This leads to our proposed *localized derivative estimator* of :math:`\theta(t)` as:

.. math::

    \hat{\theta}_C(t)= \frac{\sum_{i=1}^n \hat{\beta}_2(t,\textbf{S}_i) \cdot \bar{K}_T\left(\frac{T_i-t}{\hslash}\right)}{\sum_{j=1}^n \bar{K}_T\left(\frac{T_j-t}{\hslash}\right)}.


Fast Computing Algorithm
----------------------------

Let :math:`T_{(1)}\leq \cdots\leq T_{(n)}` be the order statistics of :math:`T_1,..., T_n` and let :math:`\Delta_j = T_{(j+1)} - T_{(j)}` for :math:`j=1,..., n-1` be the consecutive difference. 

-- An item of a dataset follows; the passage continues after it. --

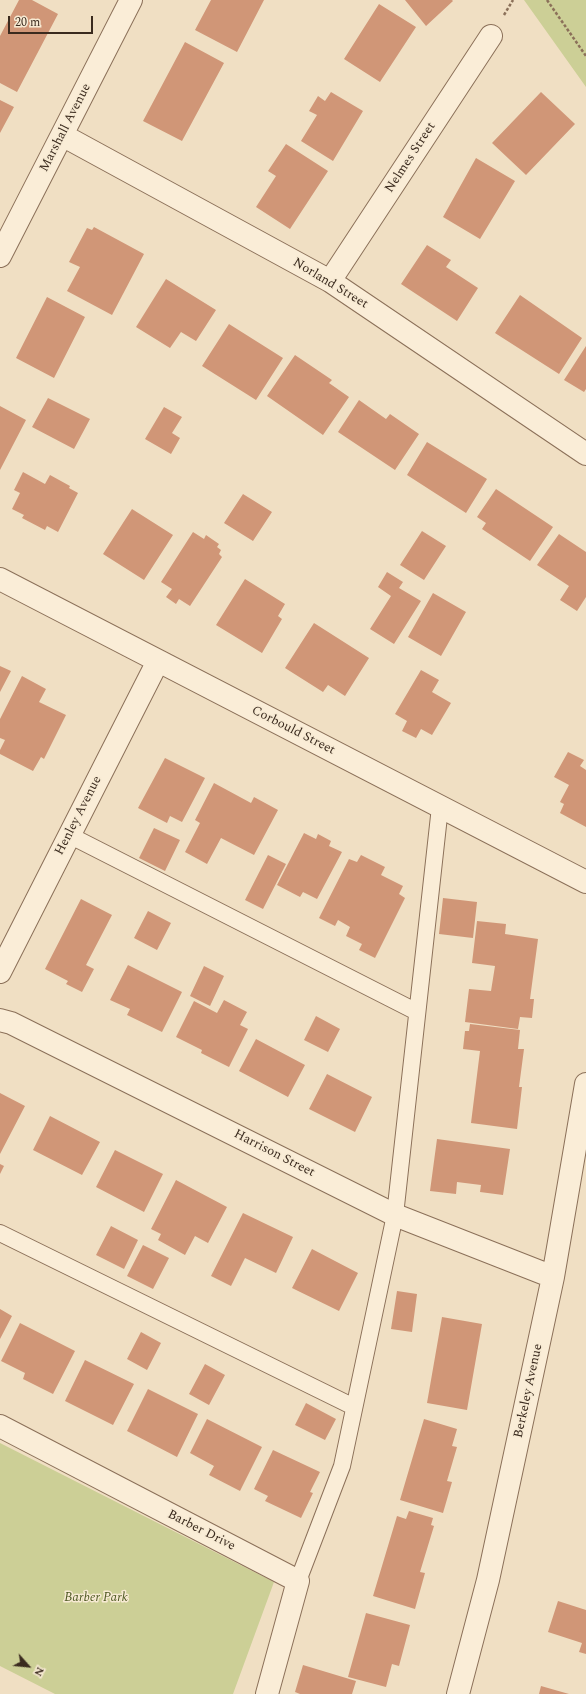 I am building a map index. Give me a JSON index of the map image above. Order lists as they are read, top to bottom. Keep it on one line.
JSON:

* We can approximate :math:`\hat{m}_{\theta}(T_{(j)})` for :math:`j=1,...,n` as:

.. math::

    \hat{m}_{\theta}(T_{(j)}) \approx \frac{1}{n}\sum_{i=1}^n Y_i + \frac{1}{n}\sum_{i=1}^{n-1} \Delta_i \left[ i \cdot \hat{\theta}_C(T_{(i)}) \mathbb{1}_{ \{ i < j \} } - (n-i)\cdot \hat{\theta}_C(T_{(i+1)}) \mathbb{1}_{\{ i\geq j \} } \right].

* To evaluate :math:`\hat{m}_{\theta}(t)` for any arbitrary :math:`t`, we conduct a linear interpolation between :math:`\hat{m}_{\theta}(T_{(j)})` and :math:`\hat{m}_{\theta}(T_{(j+1)})` on the interval :math:`t\in\left[T_{(j)}, T_{(j+1)}\right]`.

Bootstrap Inference
----------------------------

We consider conducting inference on the dose-response curve :math:`m(t)` and its derivative effect :math:`\theta(t)=m'(t)` via nonparametric bootstrap. Other bootstrap methods, including residual bootstrap and wild bootstrap, also work under some modified conditions.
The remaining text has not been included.